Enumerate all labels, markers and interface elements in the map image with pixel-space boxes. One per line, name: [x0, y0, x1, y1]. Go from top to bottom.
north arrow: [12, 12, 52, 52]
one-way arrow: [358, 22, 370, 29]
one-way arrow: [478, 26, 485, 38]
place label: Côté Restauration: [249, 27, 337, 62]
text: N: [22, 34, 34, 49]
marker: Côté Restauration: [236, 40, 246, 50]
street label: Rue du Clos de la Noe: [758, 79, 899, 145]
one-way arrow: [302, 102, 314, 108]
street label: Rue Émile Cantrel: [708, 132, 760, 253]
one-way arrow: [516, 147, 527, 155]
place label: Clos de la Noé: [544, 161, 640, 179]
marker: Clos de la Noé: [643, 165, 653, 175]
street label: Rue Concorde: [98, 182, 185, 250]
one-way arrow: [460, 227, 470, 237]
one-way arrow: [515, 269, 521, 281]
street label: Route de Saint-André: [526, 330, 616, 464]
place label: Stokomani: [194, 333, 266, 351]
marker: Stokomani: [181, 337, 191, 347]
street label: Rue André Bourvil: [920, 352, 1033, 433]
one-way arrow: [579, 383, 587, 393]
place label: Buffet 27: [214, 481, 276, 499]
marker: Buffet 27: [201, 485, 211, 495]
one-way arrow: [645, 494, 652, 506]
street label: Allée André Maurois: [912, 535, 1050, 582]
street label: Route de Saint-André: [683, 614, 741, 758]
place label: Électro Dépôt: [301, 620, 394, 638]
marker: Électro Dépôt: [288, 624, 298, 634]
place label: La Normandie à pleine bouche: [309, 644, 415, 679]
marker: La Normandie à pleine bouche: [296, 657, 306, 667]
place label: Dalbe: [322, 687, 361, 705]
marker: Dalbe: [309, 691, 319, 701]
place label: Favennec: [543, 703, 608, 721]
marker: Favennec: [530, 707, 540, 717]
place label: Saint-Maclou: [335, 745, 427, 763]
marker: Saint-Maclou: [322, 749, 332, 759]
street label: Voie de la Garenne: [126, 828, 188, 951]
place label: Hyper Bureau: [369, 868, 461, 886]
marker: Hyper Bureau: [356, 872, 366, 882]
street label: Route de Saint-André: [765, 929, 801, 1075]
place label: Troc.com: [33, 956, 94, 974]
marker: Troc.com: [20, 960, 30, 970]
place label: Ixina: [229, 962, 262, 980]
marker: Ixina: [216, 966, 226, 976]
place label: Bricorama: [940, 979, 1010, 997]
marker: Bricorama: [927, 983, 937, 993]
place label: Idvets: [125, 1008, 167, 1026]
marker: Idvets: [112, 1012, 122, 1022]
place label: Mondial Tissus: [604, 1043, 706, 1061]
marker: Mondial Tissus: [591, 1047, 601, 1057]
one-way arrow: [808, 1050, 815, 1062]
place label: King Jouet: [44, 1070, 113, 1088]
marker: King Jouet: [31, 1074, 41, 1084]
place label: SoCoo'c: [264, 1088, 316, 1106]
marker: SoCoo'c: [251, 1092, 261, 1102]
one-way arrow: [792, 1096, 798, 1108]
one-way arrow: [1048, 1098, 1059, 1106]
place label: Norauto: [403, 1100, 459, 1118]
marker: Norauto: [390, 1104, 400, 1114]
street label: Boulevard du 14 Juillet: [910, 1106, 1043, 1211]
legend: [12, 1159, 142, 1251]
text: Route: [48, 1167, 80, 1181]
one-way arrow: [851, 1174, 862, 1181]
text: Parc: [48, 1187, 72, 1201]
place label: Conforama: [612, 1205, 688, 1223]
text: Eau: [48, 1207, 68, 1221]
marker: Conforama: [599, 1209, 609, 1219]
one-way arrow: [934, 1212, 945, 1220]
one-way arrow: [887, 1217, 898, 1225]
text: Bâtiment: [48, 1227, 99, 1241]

### TO DO
For this exercise, return the material above in full and exactly.

### PROBLEM SOLUTION
Enumerate all labels, markers and interface elements in the map image with pixel-space boxes. One per line, name: [x0, y0, x1, y1]. Go from top to bottom.
north arrow: [12, 12, 52, 52]
one-way arrow: [358, 22, 370, 29]
one-way arrow: [478, 26, 485, 38]
place label: Côté Restauration: [249, 27, 337, 62]
text: N: [22, 34, 34, 49]
marker: Côté Restauration: [236, 40, 246, 50]
street label: Rue du Clos de la Noe: [758, 79, 899, 145]
one-way arrow: [302, 102, 314, 108]
street label: Rue Émile Cantrel: [708, 132, 760, 253]
one-way arrow: [516, 147, 527, 155]
place label: Clos de la Noé: [544, 161, 640, 179]
marker: Clos de la Noé: [643, 165, 653, 175]
street label: Rue Concorde: [98, 182, 185, 250]
one-way arrow: [460, 227, 470, 237]
one-way arrow: [515, 269, 521, 281]
street label: Route de Saint-André: [526, 330, 616, 464]
place label: Stokomani: [194, 333, 266, 351]
marker: Stokomani: [181, 337, 191, 347]
street label: Rue André Bourvil: [920, 352, 1033, 433]
one-way arrow: [579, 383, 587, 393]
place label: Buffet 27: [214, 481, 276, 499]
marker: Buffet 27: [201, 485, 211, 495]
one-way arrow: [645, 494, 652, 506]
street label: Allée André Maurois: [912, 535, 1050, 582]
street label: Route de Saint-André: [683, 614, 741, 758]
place label: Électro Dépôt: [301, 620, 394, 638]
marker: Électro Dépôt: [288, 624, 298, 634]
place label: La Normandie à pleine bouche: [309, 644, 415, 679]
marker: La Normandie à pleine bouche: [296, 657, 306, 667]
place label: Dalbe: [322, 687, 361, 705]
marker: Dalbe: [309, 691, 319, 701]
place label: Favennec: [543, 703, 608, 721]
marker: Favennec: [530, 707, 540, 717]
place label: Saint-Maclou: [335, 745, 427, 763]
marker: Saint-Maclou: [322, 749, 332, 759]
street label: Voie de la Garenne: [126, 828, 188, 951]
place label: Hyper Bureau: [369, 868, 461, 886]
marker: Hyper Bureau: [356, 872, 366, 882]
street label: Route de Saint-André: [765, 929, 801, 1075]
place label: Troc.com: [33, 956, 94, 974]
marker: Troc.com: [20, 960, 30, 970]
place label: Ixina: [229, 962, 262, 980]
marker: Ixina: [216, 966, 226, 976]
place label: Bricorama: [940, 979, 1010, 997]
marker: Bricorama: [927, 983, 937, 993]
place label: Idvets: [125, 1008, 167, 1026]
marker: Idvets: [112, 1012, 122, 1022]
place label: Mondial Tissus: [604, 1043, 706, 1061]
marker: Mondial Tissus: [591, 1047, 601, 1057]
one-way arrow: [808, 1050, 815, 1062]
place label: King Jouet: [44, 1070, 113, 1088]
marker: King Jouet: [31, 1074, 41, 1084]
place label: SoCoo'c: [264, 1088, 316, 1106]
marker: SoCoo'c: [251, 1092, 261, 1102]
one-way arrow: [792, 1096, 798, 1108]
one-way arrow: [1048, 1098, 1059, 1106]
place label: Norauto: [403, 1100, 459, 1118]
marker: Norauto: [390, 1104, 400, 1114]
street label: Boulevard du 14 Juillet: [910, 1106, 1043, 1211]
legend: [12, 1159, 142, 1251]
text: Route: [48, 1167, 80, 1181]
one-way arrow: [851, 1174, 862, 1181]
text: Parc: [48, 1187, 72, 1201]
place label: Conforama: [612, 1205, 688, 1223]
text: Eau: [48, 1207, 68, 1221]
marker: Conforama: [599, 1209, 609, 1219]
one-way arrow: [934, 1212, 945, 1220]
one-way arrow: [887, 1217, 898, 1225]
text: Bâtiment: [48, 1227, 99, 1241]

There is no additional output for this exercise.